Early Impressions of TypeScript

I've been playing around with TypeScript for several weeks now and, overall, my early impressions are quite favorable. The typing system and its integration with Visual Studio are very nice and seem quite natural to me after working with C# for the last several years. I also like that it produces plain JavaScript as output. I believe this makes more sense than something like Google's Dart because I simply don't believe anything is going to dethrone JavaScript as the top language for web development even if that language provides a superior programming model (see Silverlight). That said I do have a couple of issues with TypeScript.

My first issue isn't with TypeScript proper but with the Visual Studio tooling. When it was originally release TypeScript files appeared in the Solution Explorer with an expandable node which nested the generated .js file under its .ts file. At any time you could easily view the JavaScript code that was being generated by opening the .js file directly from Solution Explorer. Now (at least in Visual Studio 2013) there's no such expansion on the .ts files. The generated .js files are still located in the project but to see them you have to manually open them. Not a major issue but it makes opening the .js file much more cumbersome.

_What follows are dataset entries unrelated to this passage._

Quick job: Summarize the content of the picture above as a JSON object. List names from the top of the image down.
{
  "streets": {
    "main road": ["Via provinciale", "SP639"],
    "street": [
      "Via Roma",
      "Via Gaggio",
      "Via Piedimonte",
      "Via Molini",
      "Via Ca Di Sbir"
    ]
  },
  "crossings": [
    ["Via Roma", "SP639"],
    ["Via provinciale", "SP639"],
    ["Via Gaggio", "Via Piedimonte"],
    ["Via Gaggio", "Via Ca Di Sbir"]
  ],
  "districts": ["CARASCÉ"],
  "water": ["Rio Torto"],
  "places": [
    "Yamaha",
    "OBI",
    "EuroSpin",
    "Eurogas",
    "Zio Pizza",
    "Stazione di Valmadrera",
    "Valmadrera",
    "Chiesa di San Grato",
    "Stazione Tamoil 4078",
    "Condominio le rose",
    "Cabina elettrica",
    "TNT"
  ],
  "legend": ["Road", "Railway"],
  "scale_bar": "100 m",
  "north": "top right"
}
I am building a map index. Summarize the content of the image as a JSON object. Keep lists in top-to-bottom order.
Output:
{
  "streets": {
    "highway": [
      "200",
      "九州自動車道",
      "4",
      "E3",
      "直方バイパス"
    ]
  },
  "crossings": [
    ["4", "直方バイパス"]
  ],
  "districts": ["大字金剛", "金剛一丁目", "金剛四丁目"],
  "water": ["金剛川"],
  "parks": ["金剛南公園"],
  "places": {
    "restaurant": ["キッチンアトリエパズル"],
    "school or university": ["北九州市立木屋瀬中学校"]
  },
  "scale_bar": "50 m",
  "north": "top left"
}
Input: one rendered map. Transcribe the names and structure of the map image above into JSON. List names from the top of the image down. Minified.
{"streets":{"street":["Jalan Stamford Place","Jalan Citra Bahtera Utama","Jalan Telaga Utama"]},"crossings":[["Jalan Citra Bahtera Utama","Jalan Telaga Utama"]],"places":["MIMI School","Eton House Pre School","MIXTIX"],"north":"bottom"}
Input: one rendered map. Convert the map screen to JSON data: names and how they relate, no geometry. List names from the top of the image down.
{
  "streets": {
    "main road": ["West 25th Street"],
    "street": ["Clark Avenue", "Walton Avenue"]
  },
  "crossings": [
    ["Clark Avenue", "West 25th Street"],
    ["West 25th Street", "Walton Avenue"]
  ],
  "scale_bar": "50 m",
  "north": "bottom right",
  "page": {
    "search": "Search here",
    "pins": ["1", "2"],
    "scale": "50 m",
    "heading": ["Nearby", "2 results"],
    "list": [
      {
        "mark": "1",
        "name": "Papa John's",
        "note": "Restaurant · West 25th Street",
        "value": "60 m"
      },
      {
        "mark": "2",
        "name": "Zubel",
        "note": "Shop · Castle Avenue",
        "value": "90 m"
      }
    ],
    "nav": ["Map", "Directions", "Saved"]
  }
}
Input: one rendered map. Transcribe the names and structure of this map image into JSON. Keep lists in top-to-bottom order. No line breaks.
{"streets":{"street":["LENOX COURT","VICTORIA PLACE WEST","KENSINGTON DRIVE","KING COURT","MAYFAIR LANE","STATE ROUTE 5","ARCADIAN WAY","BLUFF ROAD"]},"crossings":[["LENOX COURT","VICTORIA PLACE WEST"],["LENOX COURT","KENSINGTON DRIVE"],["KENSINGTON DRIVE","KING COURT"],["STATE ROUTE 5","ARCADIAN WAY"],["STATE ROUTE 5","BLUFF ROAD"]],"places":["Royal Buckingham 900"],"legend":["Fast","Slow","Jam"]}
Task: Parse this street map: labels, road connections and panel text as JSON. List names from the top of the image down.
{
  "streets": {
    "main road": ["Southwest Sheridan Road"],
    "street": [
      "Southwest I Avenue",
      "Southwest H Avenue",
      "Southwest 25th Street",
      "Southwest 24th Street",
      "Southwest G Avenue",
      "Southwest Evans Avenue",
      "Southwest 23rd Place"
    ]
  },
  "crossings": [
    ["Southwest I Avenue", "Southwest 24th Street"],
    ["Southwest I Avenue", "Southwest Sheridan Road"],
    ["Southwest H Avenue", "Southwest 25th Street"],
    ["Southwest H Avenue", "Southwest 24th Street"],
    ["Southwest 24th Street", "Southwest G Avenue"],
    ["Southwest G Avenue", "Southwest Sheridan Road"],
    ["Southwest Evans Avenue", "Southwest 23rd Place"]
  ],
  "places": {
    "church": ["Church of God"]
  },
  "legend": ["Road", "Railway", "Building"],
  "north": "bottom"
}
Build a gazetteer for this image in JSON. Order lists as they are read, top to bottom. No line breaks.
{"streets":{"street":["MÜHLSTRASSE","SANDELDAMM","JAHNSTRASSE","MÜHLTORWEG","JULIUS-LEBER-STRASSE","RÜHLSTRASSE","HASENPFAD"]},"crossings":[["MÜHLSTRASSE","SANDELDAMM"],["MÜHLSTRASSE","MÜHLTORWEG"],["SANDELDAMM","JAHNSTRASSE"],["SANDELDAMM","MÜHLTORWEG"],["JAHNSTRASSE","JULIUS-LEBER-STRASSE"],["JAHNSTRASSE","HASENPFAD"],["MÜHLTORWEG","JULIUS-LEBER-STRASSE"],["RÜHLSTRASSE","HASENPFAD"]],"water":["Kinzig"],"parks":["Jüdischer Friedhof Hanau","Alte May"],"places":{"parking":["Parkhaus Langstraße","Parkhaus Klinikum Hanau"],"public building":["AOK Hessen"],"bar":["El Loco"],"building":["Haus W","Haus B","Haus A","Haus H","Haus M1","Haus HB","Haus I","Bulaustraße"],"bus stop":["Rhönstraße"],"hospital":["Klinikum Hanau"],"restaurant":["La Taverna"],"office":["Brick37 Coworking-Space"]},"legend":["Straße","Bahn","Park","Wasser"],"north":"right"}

The second issue I've come across I find much more annoying. One of the TypeScript settings in Visual Studio is to combine JavaScript output to a single file. This is a tremendously helpful setting allowing you to code in small independent files but maintain a single reference listing in you HTML page. The problem comes when you try to break class definitions that belong in the same module into separate files. Take the following TypeScript code:

module TheModule {  
    export class FirstClass {} 
    export class SecondClass {} 
}

This code produces the following JavaScript:

var TheModule;  
(function (TheModule) { 
    var FirstClass = (function () { 
        function FirstClass() { 
        } 
        return FirstClass; 
    })(); 
    TheModule.FirstClass = FirstClass; 
    var SecondClass = (function () { 
        function SecondClass() { 
    }
        return SecondClass; 
    })(); 
    TheModule.SecondClass = SecondClass; 
})(TheModule || (TheModule = {}));

All well and good. Some pretty clean JavaScript with nice function closure.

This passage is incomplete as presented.